Signed-off-by: Boris Brezillon <***@bootlin.com>
---
drivers/mtd/nand/raw/tmio_nand.c | 17 +++++++++--------
1 file changed, 9 insertions(+), 8 deletions(-)

diff --git a/drivers/mtd/nand/raw/tmio_nand.c b/drivers/mtd/nand/raw/tmio_nand.c
index f3b59e649b7d..4405273898ac 100644
--- a/drivers/mtd/nand/raw/tmio_nand.c
+++ b/drivers/mtd/nand/raw/tmio_nand.c
@@ -104,6 +104,7 @@

struct tmio_nand {
struct nand_chip chip;
+ struct completion comp;

struct platform_device *dev;

@@ -168,15 +169,11 @@ static int tmio_nand_dev_ready(struct nand_chip *chip)
static irqreturn_t tmio_irq(int irq, void *__tmio)
{
struct tmio_nand *tmio = __tmio;
- struct nand_chip *nand_chip = &tmio->chip;

/* disable RDYREQ interrupt */
tmio_iowrite8(0x00, tmio->fcr + FCR_IMR);
+ complete(&tmio->comp);

- if (unlikely(!waitqueue_active(&nand_chip->controller->wq)))
- dev_warn(&tmio->dev->dev, "spurious interrupt\n");
-
- wake_up(&nand_chip->controller->wq);
return IRQ_HANDLED;
}

@@ -193,12 +190,14 @@ static int tmio_nand_wait(struct nand_chip *nand_chip)
u8 status;

/* enable RDYREQ interrupt */
+
tmio_iowrite8(0x0f, tmio->fcr + FCR_ISR);
+ reinit_completion(&tmio->comp);
tmio_iowrite8(0x81, tmio->fcr + FCR_IMR);

- timeout = wait_event_timeout(nand_chip->controller->wq,
- tmio_nand_dev_ready(nand_chip),
- msecs_to_jiffies(nand_chip->state == FL_ERASING ? 400 : 20));
+ timeout = nand_chip->state == FL_ERASING ? 400 : 20;
+ timeout = wait_for_completion_timeout(&tmio->comp,
+ msecs_to_jiffies(timeout));

if (unlikely(!tmio_nand_dev_ready(nand_chip))) {
tmio_iowrite8(0x00, tmio->fcr + FCR_IMR);
@@ -378,6 +377,8 @@ static int tmio_probe(struct platform_device *dev)
if (!tmio)
return -ENOMEM;

+ init_completion(&tmio->comp);
+
tmio->dev = dev;

platform_set_drvdata(dev, tmio);
--
2.17.1
Boris Brezillon
2018-11-20 10:57:16 UTC
Permalink
nand_controller_init() has been added to simplify nand_controller
struct initialization.
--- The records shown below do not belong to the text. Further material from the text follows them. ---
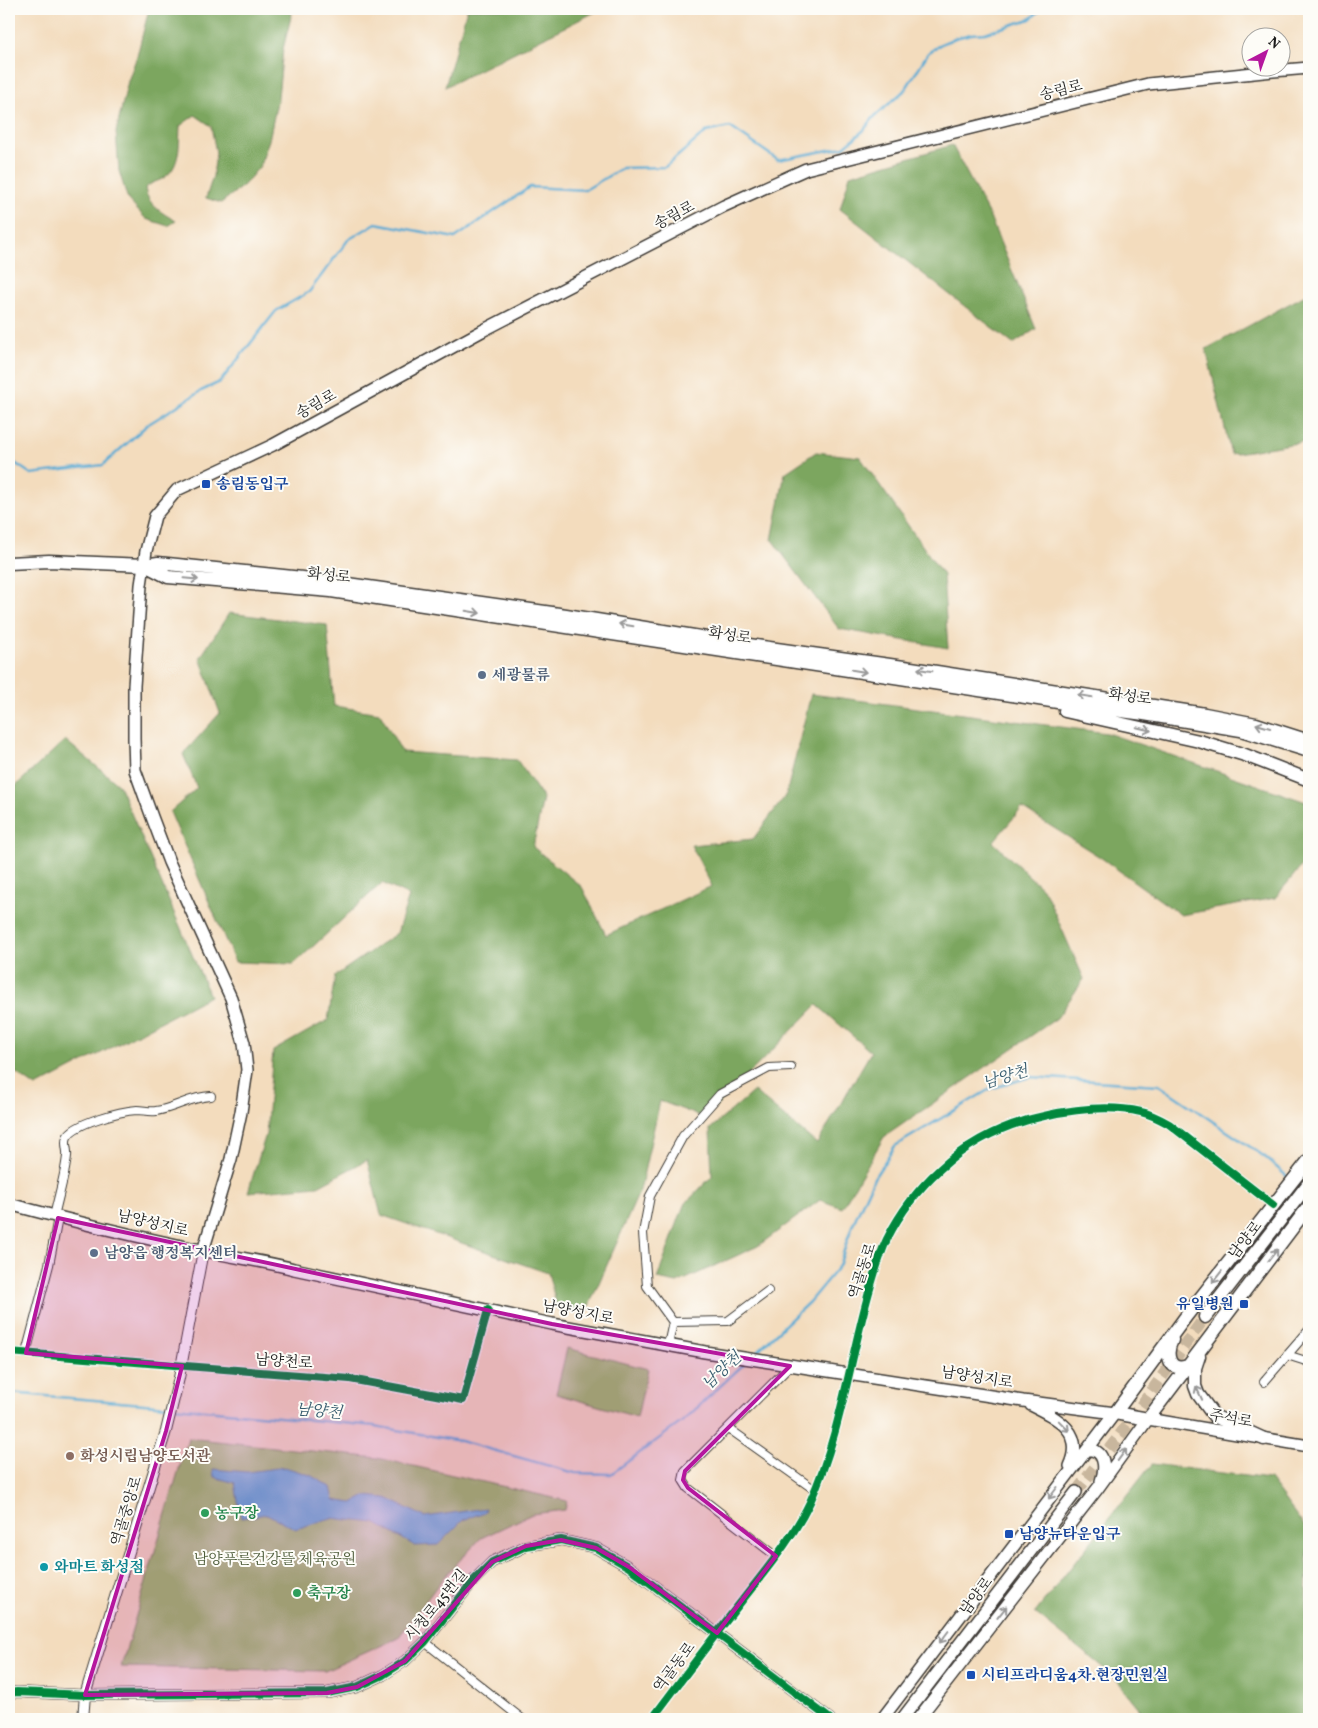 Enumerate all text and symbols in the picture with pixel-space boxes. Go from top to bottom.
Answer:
north arrow [1240,28,1290,78]
text: N [1263,33,1284,54]
street label: 송림로 [1038,76,1085,107]
street label: 송림로 [651,197,699,236]
street label: 송림로 [293,385,341,425]
place label: 송림동입구 [216,475,289,496]
marker: 송림동입구 [200,478,212,490]
street label: 화성로 [306,564,352,589]
one-way arrow [182,574,198,584]
one-way arrow [465,608,481,618]
one-way arrow [618,620,634,630]
street label: 화성로 [707,623,753,650]
one-way arrow [917,665,933,675]
place label: 세광물류 [492,666,550,687]
one-way arrow [851,666,867,676]
marker: 세광물류 [476,669,488,681]
street label: 화성로 [1107,684,1153,711]
one-way arrow [1078,690,1094,700]
one-way arrow [1255,721,1271,731]
one-way arrow [1135,725,1151,734]
water label: 남양천 [980,1060,1032,1095]
street label: 남양성지로 [115,1206,191,1243]
street label: 남양로 [1225,1217,1268,1265]
street label: 역골동로 [844,1240,883,1302]
place label: 남양읍 행정복지센터 [104,1244,237,1265]
marker: 남양읍 행정복지센터 [88,1247,100,1259]
one-way arrow [1268,1248,1278,1262]
one-way arrow [1212,1270,1223,1283]
place label: 유일병원 [1176,1295,1234,1316]
street label: 남양성지로 [540,1296,616,1331]
marker: 유일병원 [1238,1298,1250,1310]
water label: 남양천 [698,1347,748,1395]
street label: 남양천로 [254,1350,314,1375]
street label: 남양성지로 [939,1362,1015,1395]
one-way arrow [1193,1385,1203,1400]
water label: 남양천 [295,1399,344,1425]
street label: 주석로 [1208,1405,1254,1434]
one-way arrow [1058,1420,1070,1432]
place label: 화성시립남양도서관 [80,1447,211,1468]
one-way arrow [1117,1448,1127,1462]
marker: 화성시립남양도서관 [64,1450,76,1462]
street label: 역골중앙로 [107,1473,148,1549]
one-way arrow [1047,1486,1058,1499]
place label: 농구장 [215,1504,259,1525]
marker: 농구장 [199,1507,211,1519]
place label: 남양뉴타운입구 [1019,1525,1121,1546]
marker: 남양뉴타운입구 [1003,1528,1015,1540]
park label: 남양푸른건강뜰 체육공원 [194,1550,356,1571]
place label: 와마트 화성점 [54,1558,144,1579]
marker: 와마트 화성점 [38,1561,50,1573]
street label: 시청로45번길 [401,1565,474,1646]
street label: 남양로 [956,1573,999,1621]
place label: 축구장 [307,1584,351,1605]
marker: 축구장 [291,1587,303,1599]
one-way arrow [996,1606,1007,1619]
one-way arrow [939,1630,950,1643]
street label: 역골동로 [649,1638,701,1697]
place label: 시티프라디움4차.현장민원실 [981,1666,1168,1687]
marker: 시티프라디움4차.현장민원실 [965,1669,977,1681]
Use this function instead of duplicating the
logic.

Signed-off-by: Boris Brezillon <***@bootlin.com>
---
drivers/mtd/nand/raw/mtk_nand.c | 3 +--
1 file changed, 1 insertion(+), 2 deletions(-)

diff --git a/drivers/mtd/nand/raw/mtk_nand.c b/drivers/mtd/nand/raw/mtk_nand.c
index b6b4602f5132..2c0e09187773 100644
--- a/drivers/mtd/nand/raw/mtk_nand.c
+++ b/drivers/mtd/nand/raw/mtk_nand.c
@@ -1451,8 +1451,7 @@ static int mtk_nfc_probe(struct platform_device *pdev)
if (!nfc)
return -ENOMEM;

- spin_lock_init(&nfc->controller.lock);
- init_waitqueue_head(&nfc->controller.wq);
+ nand_controller_init(&nfc->controller);
INIT_LIST_HEAD(&nfc->chips);
nfc->controller.ops = &mtk_nfc_controller_ops;
--
2.17.1
Boris Brezillon
2018-11-20 10:57:18 UTC
Permalink
Stop initializing omap_gpmc_controller fields are declaration time and
replace that by a call to nand_controller_init(). Since the same object
might be shared by several NAND chips and the NAND controller driver
expects a ->probe() per-chip, we need to keep track of the
omap_gpmc_controller state (whether it's already been initialized or
not).

Signed-off-by: Boris Brezillon <***@bootlin.com>
---
drivers/mtd/nand/raw/omap2.c | 13 ++++++++-----
1 file changed, 8 insertions(+), 5 deletions(-)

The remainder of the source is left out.